The winning argument, apparently contributed by Parker, was that since the treaty had been made by the Indians with the Government, only the Government, not the Ogden Land Company, could enforce it.
With the outbreak of the Civil War, Parker proposed raising a regiment of Iroquois volunteers to fight for the Union. The Governor of New York rejected the offer. He tried to enlist in the Army as an engineer. Secretary of War Simon Cameron told him that, as an Indian, he could not.
Finally, Parker used his contact with his old friend Grant to obtain a commission as a captain in the engineers in May 1863. After playing a significant role in the Siege of Vicksburg (he was praised by the commanding general), he was transferred to General Grant’s staff during the Chattanooga Campaign.
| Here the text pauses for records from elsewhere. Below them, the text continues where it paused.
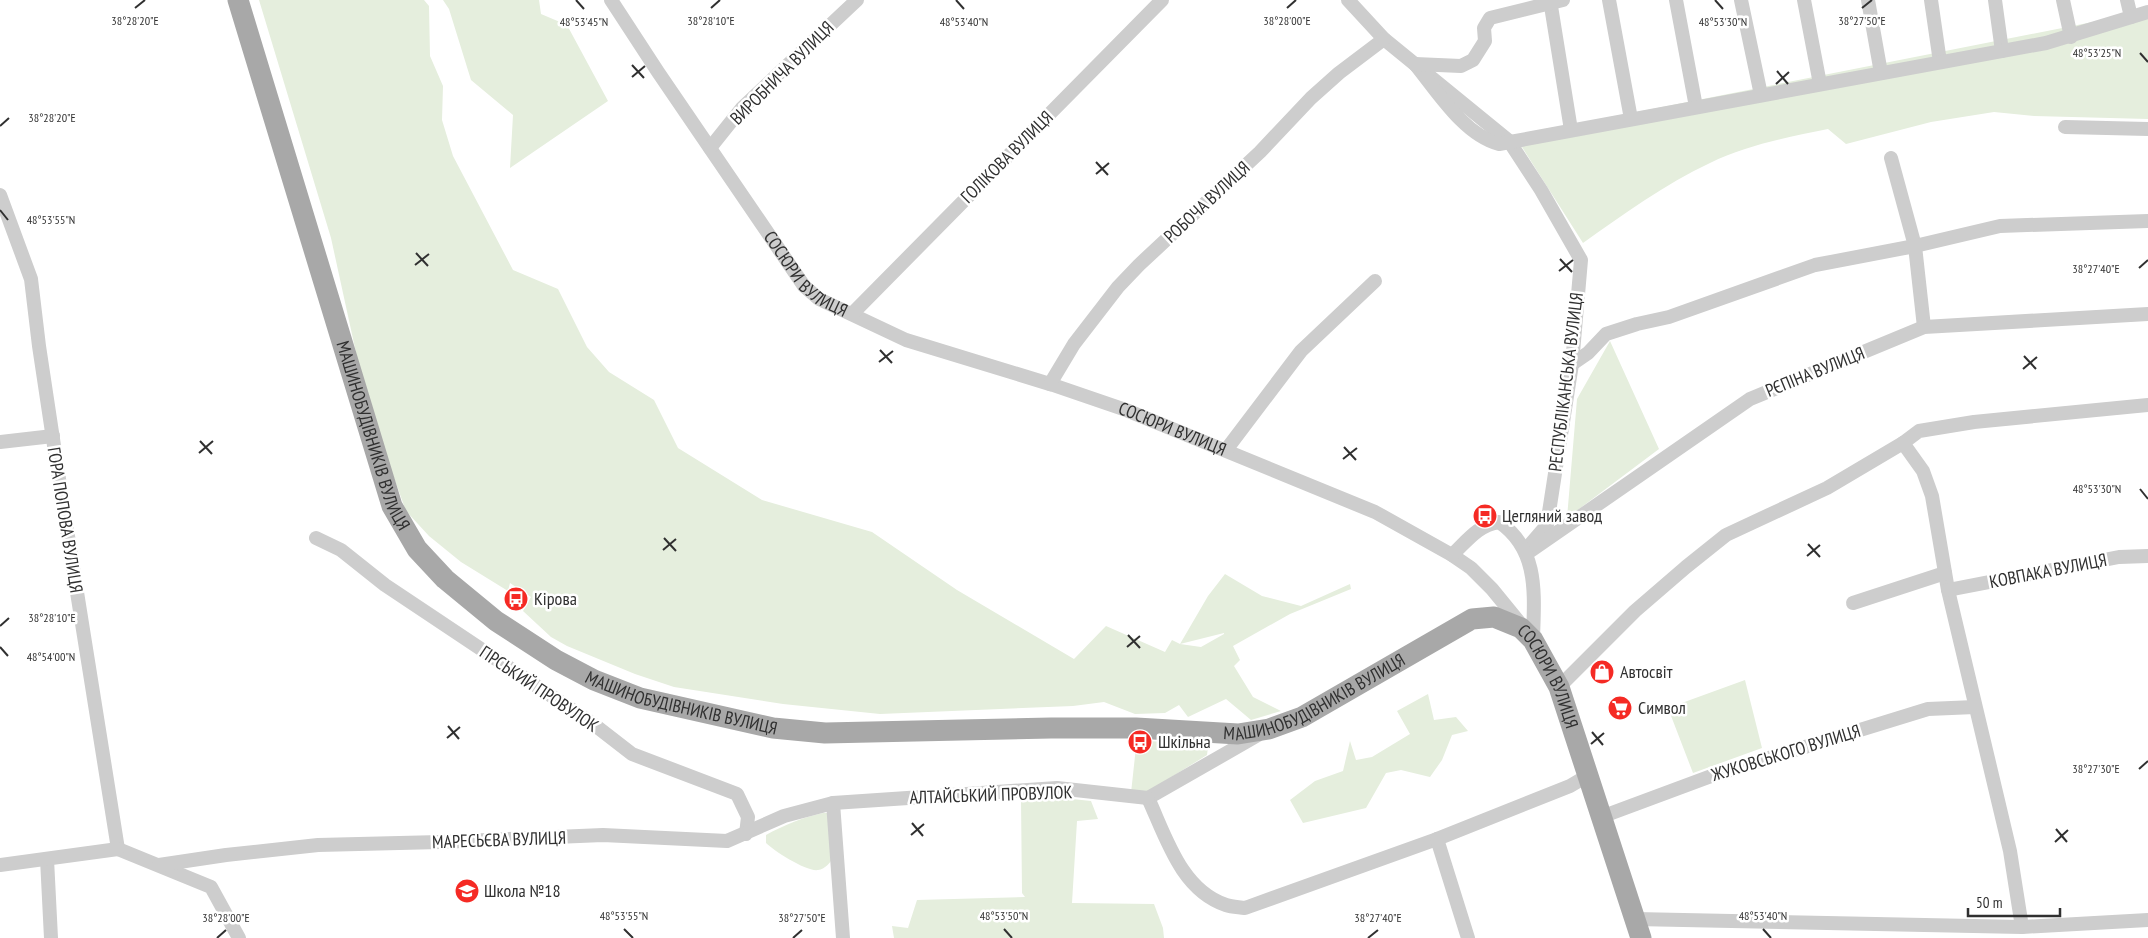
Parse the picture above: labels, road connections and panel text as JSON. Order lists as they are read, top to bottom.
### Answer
{
  "streets": {
    "main road": ["СОСЮРИ ВУЛИЦЯ", "МАШИНОБУДІВНИКІВ ВУЛИЦЯ"],
    "street": [
      "ВИРОБНИЧА ВУЛИЦЯ",
      "ГОЛІКОВА ВУЛИЦЯ",
      "РОБОЧА ВУЛИЦЯ",
      "РЄПІНА ВУЛИЦЯ",
      "РЕСПУБЛІКАНСЬКА ВУЛИЦЯ",
      "ГОРА ПОПОВА ВУЛИЦЯ",
      "КОВПАКА ВУЛИЦЯ",
      "ГІРСЬКИЙ ПРОВУЛОК",
      "ЖУКОВСЬКОГО ВУЛИЦЯ",
      "АЛТАЙСЬКИЙ ПРОВУЛОК",
      "МАРЕСЬЄВА ВУЛИЦЯ"
    ]
  },
  "crossings": [
    ["ВИРОБНИЧА ВУЛИЦЯ", "СОСЮРИ ВУЛИЦЯ"],
    ["ГОЛІКОВА ВУЛИЦЯ", "СОСЮРИ ВУЛИЦЯ"],
    ["РОБОЧА ВУЛИЦЯ", "СОСЮРИ ВУЛИЦЯ"],
    ["РОБОЧА ВУЛИЦЯ", "РЕСПУБЛІКАНСЬКА ВУЛИЦЯ"],
    ["СОСЮРИ ВУЛИЦЯ", "МАШИНОБУДІВНИКІВ ВУЛИЦЯ"],
    ["СОСЮРИ ВУЛИЦЯ", "ЖУКОВСЬКОГО ВУЛИЦЯ"],
    ["РЄПІНА ВУЛИЦЯ", "РЕСПУБЛІКАНСЬКА ВУЛИЦЯ"],
    ["ГІРСЬКИЙ ПРОВУЛОК", "МАРЕСЬЄВА ВУЛИЦЯ"],
    ["АЛТАЙСЬКИЙ ПРОВУЛОК", "МАРЕСЬЄВА ВУЛИЦЯ"]
  ],
  "places": {
    "bus stop": ["Цегляний завод", "Кірова", "Шкільна"],
    "shop": ["Автосвіт"],
    "supermarket": ["Символ"],
    "school or university": ["Школа №18"]
  },
  "scale_bar": "50 m",
  "coordinates": [
    "38°28'20\"E",
    "38°28'10\"E",
    "38°28'00\"E",
    "38°27'50\"E",
    "48°53'30\"N",
    "48°53'45\"N",
    "48°53'40\"N",
    "48°53'25\"N",
    "48°53'55\"N",
    "38°27'40\"E",
    "48°54'00\"N",
    "38°27'30\"E",
    "48°53'50\"N"
  ]
}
He stayed with Grant for the duration of the war, rising to the rank of lieutenant colonel. Despite his erudition and perfect English, enlisted men referred to Parker as “the Indian,” “Grant’s Indian,”or “Big Indian.”
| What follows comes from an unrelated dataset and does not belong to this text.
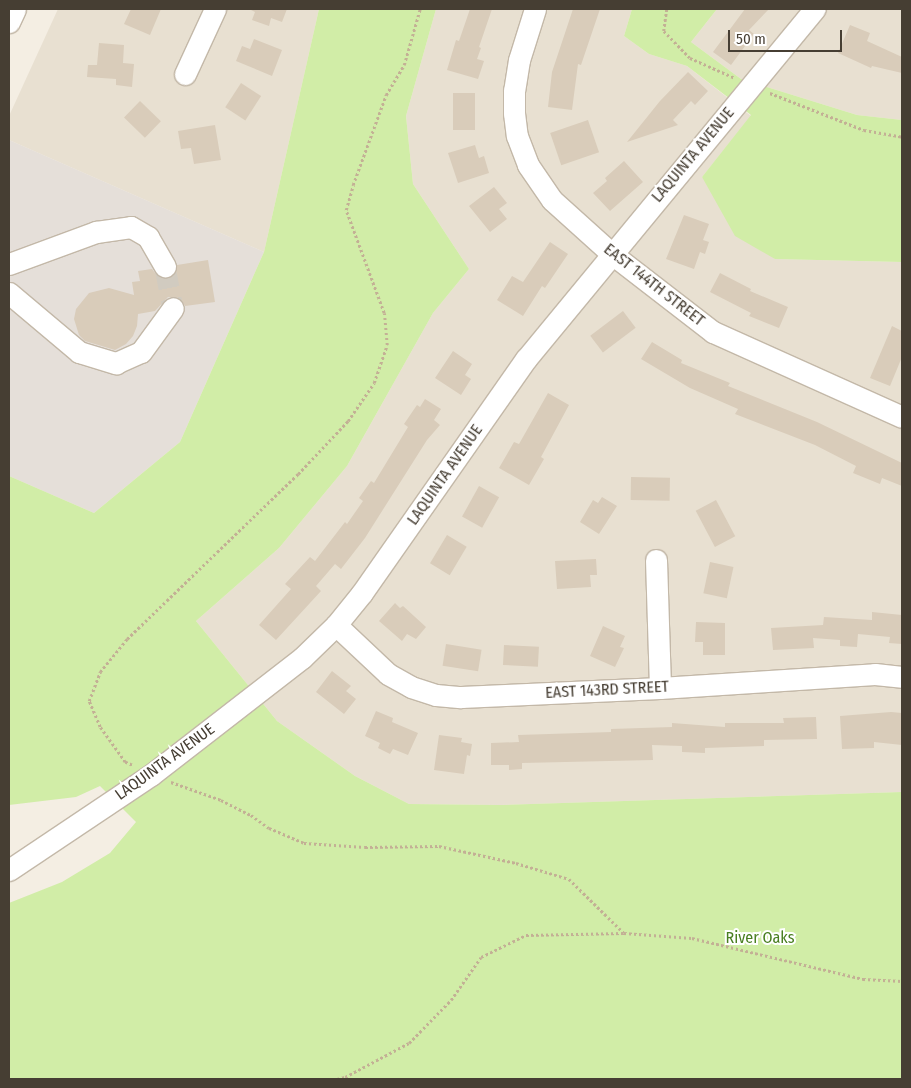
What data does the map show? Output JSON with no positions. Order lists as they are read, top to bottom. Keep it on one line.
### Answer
{"streets":{"street":["LAQUINTA AVENUE","EAST 144TH STREET","EAST 143RD STREET"]},"crossings":[["LAQUINTA AVENUE","EAST 144TH STREET"],["LAQUINTA AVENUE","EAST 143RD STREET"]],"parks":["River Oaks"],"scale_bar":"50 m"}
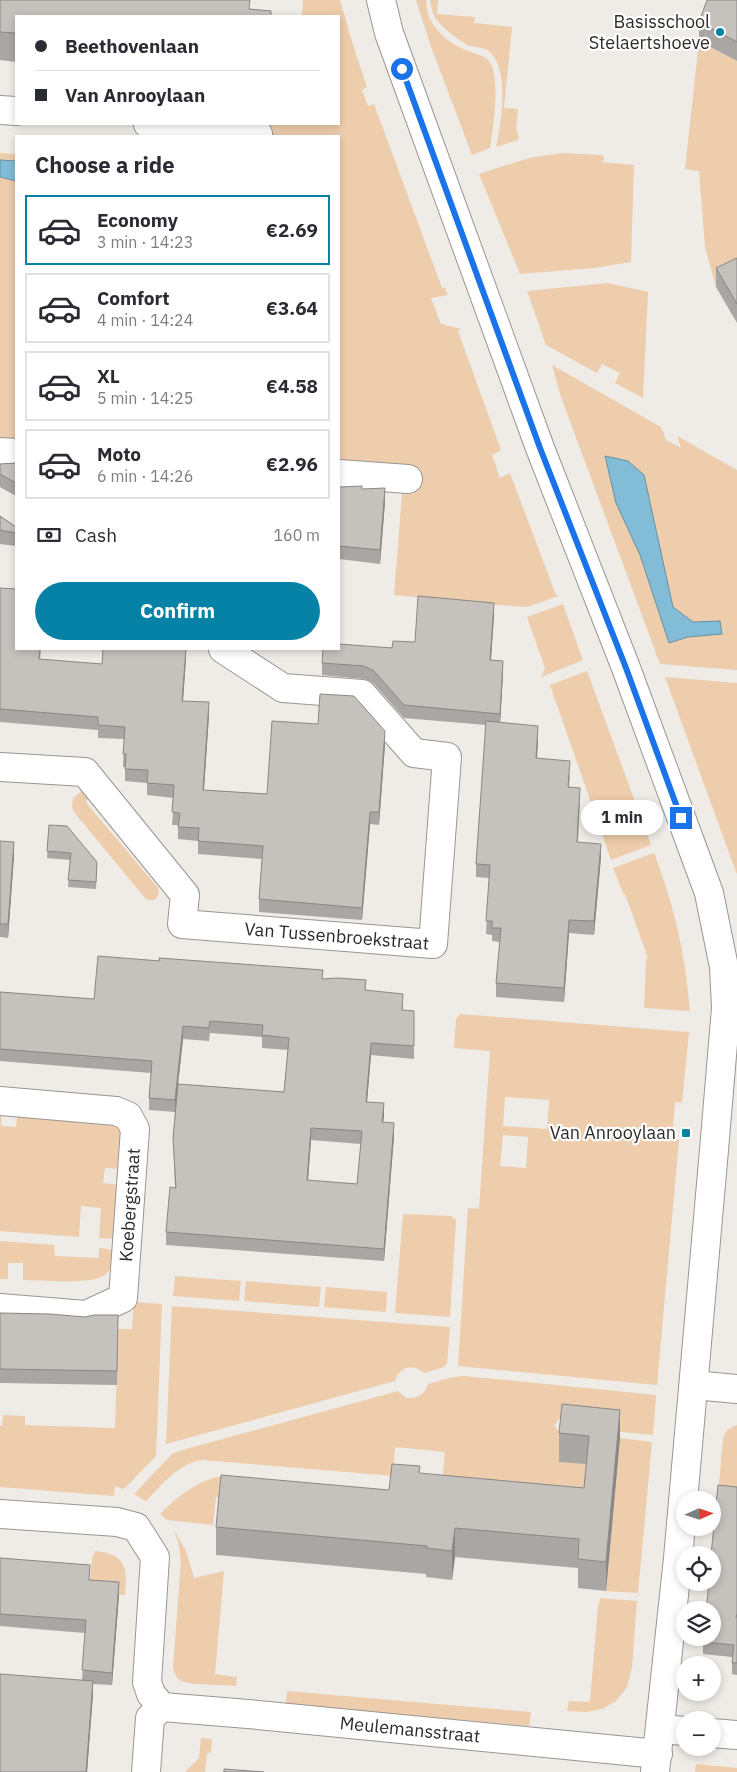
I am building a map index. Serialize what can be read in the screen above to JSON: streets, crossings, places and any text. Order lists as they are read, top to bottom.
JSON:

His legal training played as much a role as his engineering background during his military service. He wrote much of Grant’s correspondence. He also penned one of the most important documents of the Civil War: the articles of surrender, which are in his handwriting.
Parker was at Appomattox when General Robert E. Lee arrived to sign the articles. Lee mistakenly assumed Parker was black, and ignored him. Realizing his mistake, Lee apologized and shook his hand, saying , “I am glad to see one real American here.” Parker responded, “We are all Americans, sir.”
Parker remained Grant’s military secretary after the war, eventually leaving the service with the rank of brigadier-general.
On Christmas Day, 1867, Parker married Miss Minnie Orton Sackett. General Grant was his best man. Ely and Minnie had a daughter, Maud Theresa Parker, who lived until 1956.
After his election as President, Grant appointed Parker Commissioner of Indian Affairs, the first Indian to hold the post. His friend and supporter Louis Henry Morgan would later follow him in that job.
It would be sweet to recount that Ely Parker’s life thereafter was happy and prosperous, but that is not the way history works. He was caught up, undeservedly, in the atmosphere of corruption permeating the Grant administration. Although a congressional investigation cleared him of all charges, he resigned at its conclusion. He invested in the stock market, made money, then lost it all in the Panic of 1873. Eventually, he found work as a supply clerk at the New York Police Headquarters. He died in poverty in 1895. His left his wife only a carbon copy of the Appomattox articles of surrender.
Though generally unknown, Ely Parker is a hero among American Indians. Asa-Luke Twocrow, an Oglala Sioux who was working behind the scenes as a rigger on the film, called it a great honor to be tapped to play him. “It’s known that Ely was striving to improve relations between Native Americans and the white man,” Twocrow said, “and he was often chastised for it. It’s kind of a shame that he is not more widely known.”
Spielberg’s film, a serious Oscar contender, has increased interest in Abraham Lincoln and his times. Perhaps it will also generate interest in Ely Parker, a member of one of the continent’s oldest peoples, who fostered an end to that continent’s bloodiest conflict.